> WHAT THIS TASK INVOLVES
Your answer should consist of the lines below that hold the word "strong".

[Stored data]
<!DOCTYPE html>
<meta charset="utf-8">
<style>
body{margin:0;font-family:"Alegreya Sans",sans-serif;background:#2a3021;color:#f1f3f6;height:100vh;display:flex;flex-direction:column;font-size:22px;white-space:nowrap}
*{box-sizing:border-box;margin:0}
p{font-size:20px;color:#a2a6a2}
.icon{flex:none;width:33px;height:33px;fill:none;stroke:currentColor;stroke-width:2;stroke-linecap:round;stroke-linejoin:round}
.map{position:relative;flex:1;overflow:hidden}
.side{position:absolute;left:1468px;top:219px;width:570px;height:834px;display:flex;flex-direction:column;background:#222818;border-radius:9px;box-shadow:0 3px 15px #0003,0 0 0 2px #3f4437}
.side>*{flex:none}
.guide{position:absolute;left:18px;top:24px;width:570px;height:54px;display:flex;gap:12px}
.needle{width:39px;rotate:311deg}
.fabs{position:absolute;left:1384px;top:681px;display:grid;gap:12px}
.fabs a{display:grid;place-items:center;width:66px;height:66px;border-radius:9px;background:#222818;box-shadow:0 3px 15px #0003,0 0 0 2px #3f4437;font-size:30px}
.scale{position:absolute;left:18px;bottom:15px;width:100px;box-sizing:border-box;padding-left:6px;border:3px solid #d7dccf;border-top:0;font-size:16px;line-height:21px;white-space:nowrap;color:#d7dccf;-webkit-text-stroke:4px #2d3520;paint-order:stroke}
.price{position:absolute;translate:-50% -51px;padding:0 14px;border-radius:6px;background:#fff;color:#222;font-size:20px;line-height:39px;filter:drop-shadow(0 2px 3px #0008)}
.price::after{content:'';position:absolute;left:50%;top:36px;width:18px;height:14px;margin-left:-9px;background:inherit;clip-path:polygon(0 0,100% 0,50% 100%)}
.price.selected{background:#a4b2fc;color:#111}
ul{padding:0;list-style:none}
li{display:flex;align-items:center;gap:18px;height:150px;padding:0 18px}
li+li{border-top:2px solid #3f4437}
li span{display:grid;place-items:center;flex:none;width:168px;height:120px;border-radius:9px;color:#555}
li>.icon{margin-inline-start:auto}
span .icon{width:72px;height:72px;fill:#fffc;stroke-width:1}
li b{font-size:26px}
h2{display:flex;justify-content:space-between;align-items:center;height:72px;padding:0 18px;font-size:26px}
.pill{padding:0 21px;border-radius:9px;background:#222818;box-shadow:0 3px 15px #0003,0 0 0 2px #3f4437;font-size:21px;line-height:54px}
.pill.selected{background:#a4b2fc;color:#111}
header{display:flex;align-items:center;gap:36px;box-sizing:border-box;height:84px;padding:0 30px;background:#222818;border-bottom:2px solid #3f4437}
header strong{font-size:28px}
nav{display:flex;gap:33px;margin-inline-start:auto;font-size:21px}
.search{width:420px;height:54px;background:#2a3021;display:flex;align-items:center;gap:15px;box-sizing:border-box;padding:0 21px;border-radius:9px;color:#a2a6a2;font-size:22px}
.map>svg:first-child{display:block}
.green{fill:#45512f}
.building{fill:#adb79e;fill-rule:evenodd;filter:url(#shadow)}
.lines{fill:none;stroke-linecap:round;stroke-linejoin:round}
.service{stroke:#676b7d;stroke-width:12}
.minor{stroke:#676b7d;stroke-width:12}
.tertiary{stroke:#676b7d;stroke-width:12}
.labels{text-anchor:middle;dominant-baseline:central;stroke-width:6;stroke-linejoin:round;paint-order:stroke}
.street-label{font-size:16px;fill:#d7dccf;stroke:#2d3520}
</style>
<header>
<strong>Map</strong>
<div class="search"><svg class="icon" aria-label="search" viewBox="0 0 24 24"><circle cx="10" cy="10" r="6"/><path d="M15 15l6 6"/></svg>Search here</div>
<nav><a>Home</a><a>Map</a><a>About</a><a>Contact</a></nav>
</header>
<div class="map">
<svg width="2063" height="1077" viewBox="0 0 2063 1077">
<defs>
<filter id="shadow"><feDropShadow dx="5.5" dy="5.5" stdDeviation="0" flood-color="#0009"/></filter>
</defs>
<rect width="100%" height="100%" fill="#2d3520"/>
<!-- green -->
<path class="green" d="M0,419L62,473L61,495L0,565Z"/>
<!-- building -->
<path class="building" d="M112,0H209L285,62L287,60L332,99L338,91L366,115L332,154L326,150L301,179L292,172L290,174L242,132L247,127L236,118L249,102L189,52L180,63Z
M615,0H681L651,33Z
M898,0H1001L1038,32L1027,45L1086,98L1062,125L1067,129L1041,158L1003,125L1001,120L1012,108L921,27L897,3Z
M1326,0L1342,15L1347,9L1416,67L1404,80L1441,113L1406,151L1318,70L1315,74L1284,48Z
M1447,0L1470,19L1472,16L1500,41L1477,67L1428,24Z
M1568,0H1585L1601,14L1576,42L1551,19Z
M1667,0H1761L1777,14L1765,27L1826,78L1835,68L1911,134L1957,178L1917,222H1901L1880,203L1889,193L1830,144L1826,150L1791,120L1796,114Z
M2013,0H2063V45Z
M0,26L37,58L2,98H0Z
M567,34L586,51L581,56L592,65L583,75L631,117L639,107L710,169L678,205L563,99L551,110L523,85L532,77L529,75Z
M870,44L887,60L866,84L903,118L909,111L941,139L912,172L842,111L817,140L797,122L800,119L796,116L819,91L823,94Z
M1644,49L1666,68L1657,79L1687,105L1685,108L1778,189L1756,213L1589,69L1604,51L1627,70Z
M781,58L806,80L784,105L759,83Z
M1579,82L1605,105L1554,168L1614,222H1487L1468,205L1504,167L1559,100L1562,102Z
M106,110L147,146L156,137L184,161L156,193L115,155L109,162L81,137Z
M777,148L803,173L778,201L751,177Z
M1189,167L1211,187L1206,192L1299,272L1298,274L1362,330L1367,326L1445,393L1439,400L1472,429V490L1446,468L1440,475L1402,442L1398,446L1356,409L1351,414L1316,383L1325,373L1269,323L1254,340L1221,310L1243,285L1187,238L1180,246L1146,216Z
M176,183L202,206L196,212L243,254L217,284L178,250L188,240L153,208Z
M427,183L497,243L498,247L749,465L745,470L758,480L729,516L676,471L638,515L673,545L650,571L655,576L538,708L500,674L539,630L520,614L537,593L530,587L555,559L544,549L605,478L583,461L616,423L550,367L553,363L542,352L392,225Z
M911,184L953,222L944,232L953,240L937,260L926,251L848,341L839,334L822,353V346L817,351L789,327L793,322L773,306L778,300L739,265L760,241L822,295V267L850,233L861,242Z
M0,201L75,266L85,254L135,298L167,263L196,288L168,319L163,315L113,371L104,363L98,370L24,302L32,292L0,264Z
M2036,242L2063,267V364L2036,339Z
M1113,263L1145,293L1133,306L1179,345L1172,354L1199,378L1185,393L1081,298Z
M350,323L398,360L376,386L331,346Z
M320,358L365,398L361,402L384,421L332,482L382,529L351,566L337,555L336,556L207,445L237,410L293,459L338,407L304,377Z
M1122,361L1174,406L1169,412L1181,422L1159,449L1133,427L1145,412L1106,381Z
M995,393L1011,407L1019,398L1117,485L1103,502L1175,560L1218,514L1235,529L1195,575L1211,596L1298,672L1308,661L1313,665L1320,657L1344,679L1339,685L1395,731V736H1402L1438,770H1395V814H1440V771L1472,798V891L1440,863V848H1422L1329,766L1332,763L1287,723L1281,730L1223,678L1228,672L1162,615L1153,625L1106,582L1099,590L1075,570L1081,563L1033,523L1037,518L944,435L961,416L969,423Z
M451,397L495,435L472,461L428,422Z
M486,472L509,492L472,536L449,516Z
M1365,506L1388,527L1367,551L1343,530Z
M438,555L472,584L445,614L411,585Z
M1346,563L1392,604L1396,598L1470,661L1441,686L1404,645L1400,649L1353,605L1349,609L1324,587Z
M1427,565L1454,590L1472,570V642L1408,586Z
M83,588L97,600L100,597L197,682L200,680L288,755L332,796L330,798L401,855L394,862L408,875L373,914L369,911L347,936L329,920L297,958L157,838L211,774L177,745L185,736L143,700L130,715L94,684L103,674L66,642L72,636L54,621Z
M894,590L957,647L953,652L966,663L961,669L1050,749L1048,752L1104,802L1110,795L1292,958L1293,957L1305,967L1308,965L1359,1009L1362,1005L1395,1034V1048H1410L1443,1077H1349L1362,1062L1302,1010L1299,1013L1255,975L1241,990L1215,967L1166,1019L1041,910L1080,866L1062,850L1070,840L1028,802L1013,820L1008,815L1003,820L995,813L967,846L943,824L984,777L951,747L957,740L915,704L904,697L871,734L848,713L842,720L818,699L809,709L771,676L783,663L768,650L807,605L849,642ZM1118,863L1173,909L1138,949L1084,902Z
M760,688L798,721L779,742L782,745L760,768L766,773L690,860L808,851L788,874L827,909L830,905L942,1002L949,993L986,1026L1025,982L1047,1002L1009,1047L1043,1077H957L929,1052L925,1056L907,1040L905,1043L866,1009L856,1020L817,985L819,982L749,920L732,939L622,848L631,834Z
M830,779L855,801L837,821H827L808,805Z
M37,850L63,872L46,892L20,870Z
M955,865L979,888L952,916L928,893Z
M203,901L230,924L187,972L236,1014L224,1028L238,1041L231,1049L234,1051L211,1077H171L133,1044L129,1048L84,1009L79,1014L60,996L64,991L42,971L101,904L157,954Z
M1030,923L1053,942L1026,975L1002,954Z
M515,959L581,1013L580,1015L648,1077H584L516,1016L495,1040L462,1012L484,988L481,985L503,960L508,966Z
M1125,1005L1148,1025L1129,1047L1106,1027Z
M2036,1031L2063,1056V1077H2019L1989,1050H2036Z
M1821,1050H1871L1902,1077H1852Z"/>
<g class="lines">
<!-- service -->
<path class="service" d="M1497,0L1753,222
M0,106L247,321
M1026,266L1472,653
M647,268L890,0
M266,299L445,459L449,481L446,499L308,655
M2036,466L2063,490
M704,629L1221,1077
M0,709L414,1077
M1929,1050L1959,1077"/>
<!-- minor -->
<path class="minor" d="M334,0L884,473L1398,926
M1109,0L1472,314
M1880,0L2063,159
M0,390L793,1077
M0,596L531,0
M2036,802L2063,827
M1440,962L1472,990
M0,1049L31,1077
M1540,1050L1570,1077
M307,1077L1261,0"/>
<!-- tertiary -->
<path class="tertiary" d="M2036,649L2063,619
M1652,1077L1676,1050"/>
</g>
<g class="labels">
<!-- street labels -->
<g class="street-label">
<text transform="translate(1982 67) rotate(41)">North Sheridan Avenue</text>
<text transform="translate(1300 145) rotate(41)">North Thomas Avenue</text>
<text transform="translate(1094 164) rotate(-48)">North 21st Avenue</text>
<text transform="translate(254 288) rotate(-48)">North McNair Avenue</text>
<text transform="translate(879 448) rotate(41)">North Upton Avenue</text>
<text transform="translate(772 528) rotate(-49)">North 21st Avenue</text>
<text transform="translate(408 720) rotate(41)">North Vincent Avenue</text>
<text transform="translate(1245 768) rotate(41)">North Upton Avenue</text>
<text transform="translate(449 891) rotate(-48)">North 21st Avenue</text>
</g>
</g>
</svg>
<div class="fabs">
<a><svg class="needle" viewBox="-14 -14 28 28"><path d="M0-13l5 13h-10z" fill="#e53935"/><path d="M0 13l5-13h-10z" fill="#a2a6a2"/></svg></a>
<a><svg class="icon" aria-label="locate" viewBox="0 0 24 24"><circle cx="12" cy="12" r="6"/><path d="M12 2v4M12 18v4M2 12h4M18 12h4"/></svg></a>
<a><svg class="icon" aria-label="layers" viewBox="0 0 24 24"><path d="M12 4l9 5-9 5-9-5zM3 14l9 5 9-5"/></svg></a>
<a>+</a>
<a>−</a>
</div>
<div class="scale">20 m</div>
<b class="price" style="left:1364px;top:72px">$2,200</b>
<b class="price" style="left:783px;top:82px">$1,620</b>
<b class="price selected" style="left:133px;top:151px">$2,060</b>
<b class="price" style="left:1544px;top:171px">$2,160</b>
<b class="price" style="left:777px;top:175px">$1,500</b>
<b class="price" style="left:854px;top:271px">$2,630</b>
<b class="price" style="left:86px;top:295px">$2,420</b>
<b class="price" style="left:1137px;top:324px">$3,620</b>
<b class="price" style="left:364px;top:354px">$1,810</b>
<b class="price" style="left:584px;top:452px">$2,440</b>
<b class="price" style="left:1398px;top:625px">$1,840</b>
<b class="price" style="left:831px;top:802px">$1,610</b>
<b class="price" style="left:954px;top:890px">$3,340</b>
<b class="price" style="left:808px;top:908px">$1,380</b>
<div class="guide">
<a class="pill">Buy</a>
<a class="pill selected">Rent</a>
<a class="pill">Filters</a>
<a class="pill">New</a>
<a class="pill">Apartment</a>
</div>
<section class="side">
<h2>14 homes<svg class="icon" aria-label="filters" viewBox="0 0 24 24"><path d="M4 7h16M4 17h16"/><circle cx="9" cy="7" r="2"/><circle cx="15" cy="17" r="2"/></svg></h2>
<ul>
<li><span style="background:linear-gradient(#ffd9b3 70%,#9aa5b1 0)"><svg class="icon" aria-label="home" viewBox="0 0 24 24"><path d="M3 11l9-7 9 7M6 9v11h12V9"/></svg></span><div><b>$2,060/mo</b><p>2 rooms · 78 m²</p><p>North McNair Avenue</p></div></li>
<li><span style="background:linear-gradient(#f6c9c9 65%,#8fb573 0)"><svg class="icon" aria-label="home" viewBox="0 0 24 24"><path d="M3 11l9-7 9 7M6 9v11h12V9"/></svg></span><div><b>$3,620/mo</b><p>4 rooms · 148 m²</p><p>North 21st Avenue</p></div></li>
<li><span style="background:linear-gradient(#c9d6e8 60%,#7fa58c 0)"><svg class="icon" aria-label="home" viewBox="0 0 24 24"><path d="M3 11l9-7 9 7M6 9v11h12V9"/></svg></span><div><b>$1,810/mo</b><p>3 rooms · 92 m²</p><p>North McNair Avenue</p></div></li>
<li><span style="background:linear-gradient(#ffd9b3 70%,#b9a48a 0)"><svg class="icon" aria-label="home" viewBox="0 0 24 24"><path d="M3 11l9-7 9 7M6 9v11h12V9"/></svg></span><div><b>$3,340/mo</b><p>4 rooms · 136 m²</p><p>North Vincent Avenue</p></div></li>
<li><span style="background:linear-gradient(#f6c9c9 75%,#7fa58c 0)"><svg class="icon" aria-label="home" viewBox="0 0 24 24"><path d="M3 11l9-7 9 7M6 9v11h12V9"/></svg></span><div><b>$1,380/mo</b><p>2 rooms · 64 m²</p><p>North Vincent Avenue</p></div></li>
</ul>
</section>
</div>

> RESULT FOR THIS TASK
header strong{font-size:28px}
<strong>Map</strong>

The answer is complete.